▶ THE PROBLEM
All of the listing should be output exactly, apart from the pictures.

▶ ENTRIES PROVIDED

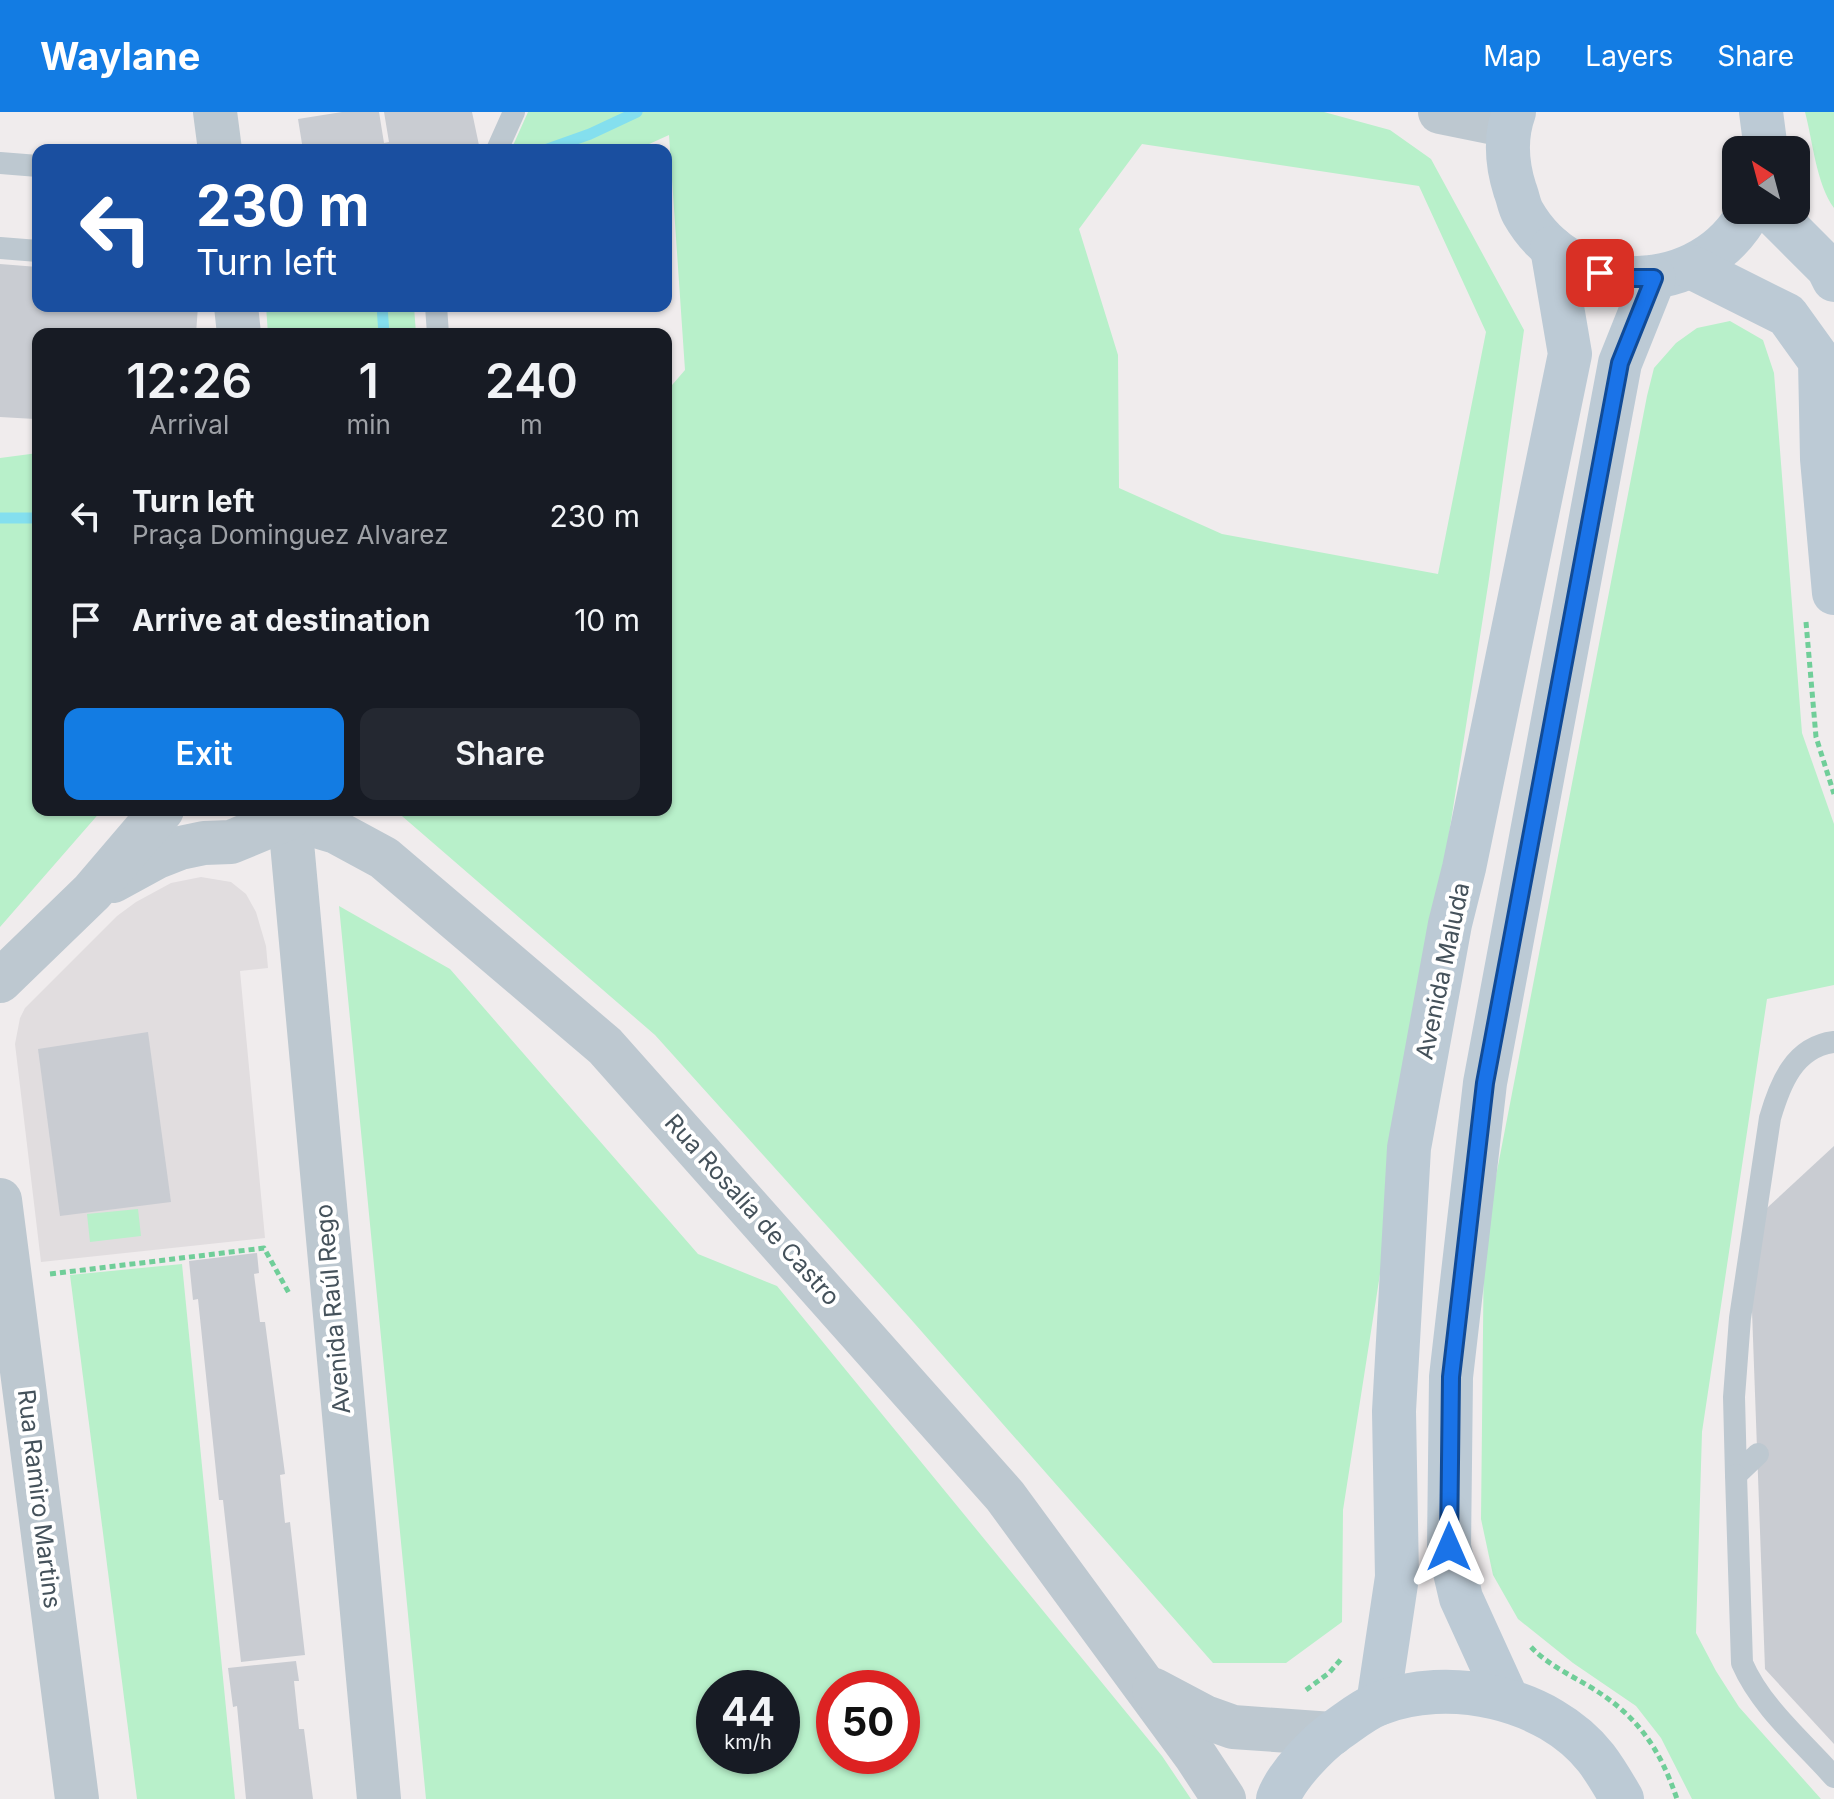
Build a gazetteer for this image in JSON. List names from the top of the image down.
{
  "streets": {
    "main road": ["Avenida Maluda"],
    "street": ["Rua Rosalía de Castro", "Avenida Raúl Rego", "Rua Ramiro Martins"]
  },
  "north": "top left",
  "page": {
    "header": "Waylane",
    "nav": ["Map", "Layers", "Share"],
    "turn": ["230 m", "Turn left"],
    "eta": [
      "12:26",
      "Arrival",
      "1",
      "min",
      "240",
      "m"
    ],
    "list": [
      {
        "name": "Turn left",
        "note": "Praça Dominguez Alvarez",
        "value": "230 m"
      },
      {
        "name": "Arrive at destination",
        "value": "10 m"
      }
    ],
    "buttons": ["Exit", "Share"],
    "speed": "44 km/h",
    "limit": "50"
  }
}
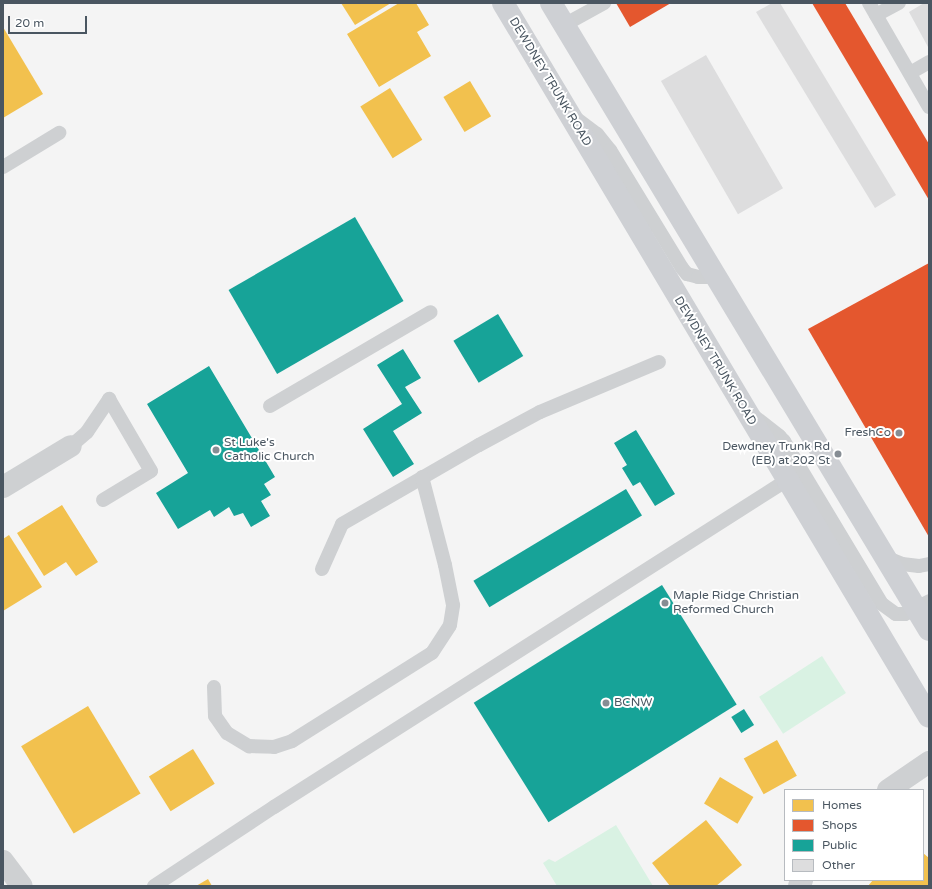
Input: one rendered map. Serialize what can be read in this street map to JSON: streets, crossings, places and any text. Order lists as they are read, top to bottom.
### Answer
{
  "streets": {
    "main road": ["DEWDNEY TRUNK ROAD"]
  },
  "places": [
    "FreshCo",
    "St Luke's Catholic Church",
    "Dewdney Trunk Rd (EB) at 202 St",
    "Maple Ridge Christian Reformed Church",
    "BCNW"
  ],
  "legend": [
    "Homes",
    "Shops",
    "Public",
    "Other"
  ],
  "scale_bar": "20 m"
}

▶ RESPONSE BELOW
Build a gazetteer for this image in JSON. List names from the top of the image down.
{
  "streets": {
    "main road": ["Avenida Maluda"],
    "street": ["Rua Rosalía de Castro", "Avenida Raúl Rego", "Rua Ramiro Martins"]
  },
  "north": "top left",
  "page": {
    "header": "Waylane",
    "nav": ["Map", "Layers", "Share"],
    "turn": ["230 m", "Turn left"],
    "eta": [
      "12:26",
      "Arrival",
      "1",
      "min",
      "240",
      "m"
    ],
    "list": [
      {
        "name": "Turn left",
        "note": "Praça Dominguez Alvarez",
        "value": "230 m"
      },
      {
        "name": "Arrive at destination",
        "value": "10 m"
      }
    ],
    "buttons": ["Exit", "Share"],
    "speed": "44 km/h",
    "limit": "50"
  }
}
Input: one rendered map. Serialize what can be read in this street map to JSON: streets, crossings, places and any text. Order lists as they are read, top to bottom.
### Answer
{
  "streets": {
    "main road": ["DEWDNEY TRUNK ROAD"]
  },
  "places": [
    "FreshCo",
    "St Luke's Catholic Church",
    "Dewdney Trunk Rd (EB) at 202 St",
    "Maple Ridge Christian Reformed Church",
    "BCNW"
  ],
  "legend": [
    "Homes",
    "Shops",
    "Public",
    "Other"
  ],
  "scale_bar": "20 m"
}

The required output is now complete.